*Assigned task*: Among the entries below, please show each line that carries the word "Vukčić".

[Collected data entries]
= = = = =
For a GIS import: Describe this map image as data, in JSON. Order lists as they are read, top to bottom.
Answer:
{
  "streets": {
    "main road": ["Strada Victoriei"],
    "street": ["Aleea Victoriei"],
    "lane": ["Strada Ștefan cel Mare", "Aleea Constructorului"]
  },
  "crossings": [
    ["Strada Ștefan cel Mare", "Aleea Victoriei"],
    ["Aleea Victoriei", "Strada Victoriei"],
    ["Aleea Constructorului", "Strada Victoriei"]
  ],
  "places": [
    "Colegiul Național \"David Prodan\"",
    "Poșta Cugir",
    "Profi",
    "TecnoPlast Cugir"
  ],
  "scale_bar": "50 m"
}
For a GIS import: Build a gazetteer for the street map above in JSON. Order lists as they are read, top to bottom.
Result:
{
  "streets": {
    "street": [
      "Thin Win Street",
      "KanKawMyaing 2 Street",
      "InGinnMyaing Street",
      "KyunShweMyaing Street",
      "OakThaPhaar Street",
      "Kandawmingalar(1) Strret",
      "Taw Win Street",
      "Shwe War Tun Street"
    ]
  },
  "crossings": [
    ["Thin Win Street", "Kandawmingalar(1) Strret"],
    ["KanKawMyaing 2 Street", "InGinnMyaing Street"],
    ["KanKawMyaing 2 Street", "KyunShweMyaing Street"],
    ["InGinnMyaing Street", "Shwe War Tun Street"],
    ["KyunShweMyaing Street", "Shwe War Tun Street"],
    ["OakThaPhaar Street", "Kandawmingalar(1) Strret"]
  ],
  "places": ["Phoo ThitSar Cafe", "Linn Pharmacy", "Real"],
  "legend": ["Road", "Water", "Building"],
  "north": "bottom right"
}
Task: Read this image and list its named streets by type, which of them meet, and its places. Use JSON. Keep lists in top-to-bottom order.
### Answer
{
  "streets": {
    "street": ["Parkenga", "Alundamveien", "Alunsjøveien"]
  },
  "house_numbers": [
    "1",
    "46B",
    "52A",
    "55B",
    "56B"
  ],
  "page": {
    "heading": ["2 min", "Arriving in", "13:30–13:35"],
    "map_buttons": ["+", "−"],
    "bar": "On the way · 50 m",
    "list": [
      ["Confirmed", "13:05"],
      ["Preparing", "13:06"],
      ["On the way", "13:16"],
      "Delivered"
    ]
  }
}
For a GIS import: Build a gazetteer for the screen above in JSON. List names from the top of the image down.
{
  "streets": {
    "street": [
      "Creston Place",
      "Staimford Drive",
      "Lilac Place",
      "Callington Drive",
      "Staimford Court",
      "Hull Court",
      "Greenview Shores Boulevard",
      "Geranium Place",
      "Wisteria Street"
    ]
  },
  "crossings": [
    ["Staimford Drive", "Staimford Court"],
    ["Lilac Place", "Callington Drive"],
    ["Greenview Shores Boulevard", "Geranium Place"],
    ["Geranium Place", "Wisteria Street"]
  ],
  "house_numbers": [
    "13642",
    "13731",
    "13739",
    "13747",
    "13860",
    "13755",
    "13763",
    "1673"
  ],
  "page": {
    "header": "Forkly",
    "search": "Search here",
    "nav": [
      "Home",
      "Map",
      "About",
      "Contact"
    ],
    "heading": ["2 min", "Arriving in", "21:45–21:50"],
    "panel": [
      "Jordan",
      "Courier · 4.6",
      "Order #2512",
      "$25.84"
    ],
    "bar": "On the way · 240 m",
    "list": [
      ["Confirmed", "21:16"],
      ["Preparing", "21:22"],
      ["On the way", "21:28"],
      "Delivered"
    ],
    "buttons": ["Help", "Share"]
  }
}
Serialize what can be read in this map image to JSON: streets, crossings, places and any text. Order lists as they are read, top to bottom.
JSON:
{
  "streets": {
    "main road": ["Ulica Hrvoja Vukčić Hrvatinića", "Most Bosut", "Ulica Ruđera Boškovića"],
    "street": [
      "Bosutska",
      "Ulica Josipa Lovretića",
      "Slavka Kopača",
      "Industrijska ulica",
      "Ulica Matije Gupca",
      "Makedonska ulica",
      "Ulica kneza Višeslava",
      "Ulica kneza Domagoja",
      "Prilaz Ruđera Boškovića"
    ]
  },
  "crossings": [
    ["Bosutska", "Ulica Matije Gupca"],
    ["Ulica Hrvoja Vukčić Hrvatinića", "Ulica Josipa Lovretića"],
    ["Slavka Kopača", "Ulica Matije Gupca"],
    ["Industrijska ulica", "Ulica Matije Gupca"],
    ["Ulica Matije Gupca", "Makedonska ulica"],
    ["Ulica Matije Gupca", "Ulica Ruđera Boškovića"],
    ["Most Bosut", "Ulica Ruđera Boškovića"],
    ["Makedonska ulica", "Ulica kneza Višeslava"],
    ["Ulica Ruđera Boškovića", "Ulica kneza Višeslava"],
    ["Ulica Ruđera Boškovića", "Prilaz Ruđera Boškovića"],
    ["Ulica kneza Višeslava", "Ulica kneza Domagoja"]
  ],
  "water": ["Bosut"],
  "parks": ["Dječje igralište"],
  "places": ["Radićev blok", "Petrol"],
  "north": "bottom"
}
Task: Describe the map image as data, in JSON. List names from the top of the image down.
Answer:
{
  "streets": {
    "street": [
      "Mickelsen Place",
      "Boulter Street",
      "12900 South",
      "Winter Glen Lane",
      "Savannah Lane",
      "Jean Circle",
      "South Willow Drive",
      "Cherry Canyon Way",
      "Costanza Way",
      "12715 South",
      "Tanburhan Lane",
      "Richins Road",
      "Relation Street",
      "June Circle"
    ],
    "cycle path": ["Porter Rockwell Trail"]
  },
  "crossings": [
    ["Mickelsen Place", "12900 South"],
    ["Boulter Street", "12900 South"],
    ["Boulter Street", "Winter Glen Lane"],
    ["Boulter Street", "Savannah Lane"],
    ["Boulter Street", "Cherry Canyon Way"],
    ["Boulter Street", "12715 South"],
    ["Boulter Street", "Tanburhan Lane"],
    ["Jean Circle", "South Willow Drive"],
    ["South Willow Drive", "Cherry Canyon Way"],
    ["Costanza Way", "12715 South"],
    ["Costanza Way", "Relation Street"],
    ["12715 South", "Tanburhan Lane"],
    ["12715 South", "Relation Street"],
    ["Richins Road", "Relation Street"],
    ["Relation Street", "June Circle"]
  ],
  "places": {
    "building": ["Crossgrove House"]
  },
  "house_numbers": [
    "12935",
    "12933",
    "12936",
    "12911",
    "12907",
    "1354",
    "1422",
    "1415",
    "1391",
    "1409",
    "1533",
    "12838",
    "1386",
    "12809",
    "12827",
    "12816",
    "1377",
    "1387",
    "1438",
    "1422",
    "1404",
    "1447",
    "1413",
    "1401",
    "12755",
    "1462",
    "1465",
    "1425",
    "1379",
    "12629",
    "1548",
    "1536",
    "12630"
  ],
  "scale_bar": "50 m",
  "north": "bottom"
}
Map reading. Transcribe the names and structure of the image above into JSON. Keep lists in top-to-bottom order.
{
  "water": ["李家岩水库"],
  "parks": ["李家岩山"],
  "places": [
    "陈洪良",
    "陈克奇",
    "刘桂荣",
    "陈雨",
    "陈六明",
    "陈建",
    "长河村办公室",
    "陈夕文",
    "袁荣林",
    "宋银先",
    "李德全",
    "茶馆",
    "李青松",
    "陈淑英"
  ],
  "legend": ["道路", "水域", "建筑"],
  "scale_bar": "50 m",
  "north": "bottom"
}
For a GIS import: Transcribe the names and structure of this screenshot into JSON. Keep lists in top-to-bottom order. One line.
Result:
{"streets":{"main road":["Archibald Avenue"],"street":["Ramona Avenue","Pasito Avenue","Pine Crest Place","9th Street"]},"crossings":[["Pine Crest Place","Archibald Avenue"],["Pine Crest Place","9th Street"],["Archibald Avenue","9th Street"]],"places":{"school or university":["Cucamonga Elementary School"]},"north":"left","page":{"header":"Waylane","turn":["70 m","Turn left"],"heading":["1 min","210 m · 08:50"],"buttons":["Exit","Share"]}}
= = = = =
*Task result*:
    "main road": ["Ulica Hrvoja Vukčić Hrvatinića", "Most Bosut", "Ulica Ruđera Boškovića"],
    ["Ulica Hrvoja Vukčić Hrvatinića", "Ulica Josipa Lovretića"],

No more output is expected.